Background & Summary

Humans are able to visually recognise and meaningfully interact with a large number of different objects, despite drastic changes in retinal projection, lighting or viewing angle, and the objects being positioned in cluttered visual environments. Object recognition and semantic knowledge, our ability to make sense of the objects around us, have been the subject of a large amount of cognitive neuroscience research1,2,3. However, previous neuroimaging research in this field has often relied on a manual selection of a small set of images1,4,5. In contrast, recent developments in computer vision have produced very large image sets for training artificial intelligence, but the individual images in these sets are minimally curated and therefore make them often unsuitable for research in psychology and neuroscience. To overcome these issues, recent work has created large, curated image sets that are designed for studying the cognitive and neural basis of human vision4,6. One of these is THINGS4, which is an image set containing 1,854 object concepts representing a comprehensive set of nameable concepts used in the English language, accompanied by 26,107 associated manually-curated high-quality image exemplars and human behavioural annotations. This rich collection of stimuli and behavioural data has already been used to study the core representational dimensions underlying human similarity judgements7. The next phase is to collate corresponding neural responses to stimuli in THINGS. This would contribute to an emerging landscape of large datasets of neural responses to curated image sets that accelerate research in visual, computational, and cognitive neuroscience8.

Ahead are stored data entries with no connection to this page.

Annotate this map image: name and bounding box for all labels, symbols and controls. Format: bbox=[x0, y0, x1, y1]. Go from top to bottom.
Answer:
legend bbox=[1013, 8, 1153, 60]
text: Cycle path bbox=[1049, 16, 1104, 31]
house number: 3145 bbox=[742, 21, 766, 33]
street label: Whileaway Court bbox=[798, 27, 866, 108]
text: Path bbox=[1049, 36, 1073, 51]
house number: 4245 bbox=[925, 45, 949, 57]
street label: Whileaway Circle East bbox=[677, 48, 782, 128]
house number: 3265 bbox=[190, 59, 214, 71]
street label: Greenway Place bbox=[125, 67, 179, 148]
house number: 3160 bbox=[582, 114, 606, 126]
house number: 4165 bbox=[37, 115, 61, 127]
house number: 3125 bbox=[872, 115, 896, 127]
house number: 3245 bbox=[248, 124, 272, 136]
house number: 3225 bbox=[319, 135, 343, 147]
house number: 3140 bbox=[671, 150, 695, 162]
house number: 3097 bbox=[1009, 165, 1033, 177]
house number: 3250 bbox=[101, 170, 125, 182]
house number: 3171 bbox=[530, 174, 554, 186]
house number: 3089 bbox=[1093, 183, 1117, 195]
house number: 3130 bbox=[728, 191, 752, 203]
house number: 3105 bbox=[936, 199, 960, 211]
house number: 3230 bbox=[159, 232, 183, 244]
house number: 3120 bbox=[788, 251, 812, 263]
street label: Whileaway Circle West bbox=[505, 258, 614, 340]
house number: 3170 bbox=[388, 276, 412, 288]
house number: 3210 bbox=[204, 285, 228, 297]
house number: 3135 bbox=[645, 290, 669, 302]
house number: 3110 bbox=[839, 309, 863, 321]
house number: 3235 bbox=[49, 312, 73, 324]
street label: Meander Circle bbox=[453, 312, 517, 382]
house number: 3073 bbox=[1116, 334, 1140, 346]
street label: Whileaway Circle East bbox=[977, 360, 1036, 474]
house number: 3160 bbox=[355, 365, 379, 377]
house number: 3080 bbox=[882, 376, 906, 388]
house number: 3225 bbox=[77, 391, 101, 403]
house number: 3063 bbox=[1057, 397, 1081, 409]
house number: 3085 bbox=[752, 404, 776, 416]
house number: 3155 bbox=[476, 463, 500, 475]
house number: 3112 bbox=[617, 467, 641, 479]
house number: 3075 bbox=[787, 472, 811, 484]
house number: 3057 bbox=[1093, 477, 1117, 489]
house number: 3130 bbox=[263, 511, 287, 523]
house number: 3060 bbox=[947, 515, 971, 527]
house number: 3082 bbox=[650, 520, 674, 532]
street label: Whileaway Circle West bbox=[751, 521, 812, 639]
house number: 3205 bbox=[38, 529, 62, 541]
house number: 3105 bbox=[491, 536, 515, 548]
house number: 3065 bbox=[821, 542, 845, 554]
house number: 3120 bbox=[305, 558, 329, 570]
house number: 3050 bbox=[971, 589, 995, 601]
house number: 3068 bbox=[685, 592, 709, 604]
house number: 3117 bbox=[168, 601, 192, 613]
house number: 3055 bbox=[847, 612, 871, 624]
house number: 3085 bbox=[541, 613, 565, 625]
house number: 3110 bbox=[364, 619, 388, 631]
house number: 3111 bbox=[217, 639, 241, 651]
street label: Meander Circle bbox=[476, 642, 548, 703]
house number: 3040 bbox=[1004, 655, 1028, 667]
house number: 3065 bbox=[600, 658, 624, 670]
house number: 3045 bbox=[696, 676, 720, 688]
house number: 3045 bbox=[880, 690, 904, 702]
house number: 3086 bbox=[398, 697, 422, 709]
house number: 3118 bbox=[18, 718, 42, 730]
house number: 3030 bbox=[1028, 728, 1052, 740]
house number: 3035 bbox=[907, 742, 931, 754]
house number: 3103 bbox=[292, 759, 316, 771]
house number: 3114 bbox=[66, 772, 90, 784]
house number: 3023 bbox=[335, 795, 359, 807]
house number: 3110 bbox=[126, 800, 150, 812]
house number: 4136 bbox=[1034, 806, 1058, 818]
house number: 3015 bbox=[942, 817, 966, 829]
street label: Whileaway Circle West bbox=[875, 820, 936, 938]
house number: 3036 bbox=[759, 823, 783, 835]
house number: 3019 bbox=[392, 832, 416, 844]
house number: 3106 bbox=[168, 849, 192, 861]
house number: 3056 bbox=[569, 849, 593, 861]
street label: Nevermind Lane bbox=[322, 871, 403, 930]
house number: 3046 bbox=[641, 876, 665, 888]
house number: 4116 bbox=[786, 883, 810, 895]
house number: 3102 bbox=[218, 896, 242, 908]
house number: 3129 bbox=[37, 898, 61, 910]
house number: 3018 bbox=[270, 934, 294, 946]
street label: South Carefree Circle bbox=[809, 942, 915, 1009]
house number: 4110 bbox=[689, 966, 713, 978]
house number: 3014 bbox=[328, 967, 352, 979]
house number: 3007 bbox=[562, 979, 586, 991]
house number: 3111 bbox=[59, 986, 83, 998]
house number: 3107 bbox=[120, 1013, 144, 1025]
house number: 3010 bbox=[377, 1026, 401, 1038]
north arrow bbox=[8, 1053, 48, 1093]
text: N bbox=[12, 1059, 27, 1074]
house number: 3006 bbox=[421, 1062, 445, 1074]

Collecting neurophysiological data for the THINGS dataset, with over 26,000 images, is unachievable in a traditional neuroimaging experiment: Typically, classic object vision experiments present around one image per second e.g., 9,10,11. Collecting one trial for each image in THINGS would take more than seven hours, which is infeasible to achieve with a single session and would require a complex design involving multiple scanning sessions. However, we have recently shown that it is possible to uncover detailed information about visual stimuli presented in rapid serial visual presentation (RSVP) streams using electroencephalography (EEG)12,13,14,15. In one of these studies12, participants viewed over 16,000 visual object presentations at 5 and 20 images per second, in a single 40-minute EEG session. Results from multivariate pattern classification and representational similarity analysis revealed detailed temporal dynamics of object processing that were similar to work that used slower presentation speeds (around one image per second). Therefore, fast presentation paradigms are highly suitable for collecting neural responses to the large number of visual object stimuli in the THINGS database.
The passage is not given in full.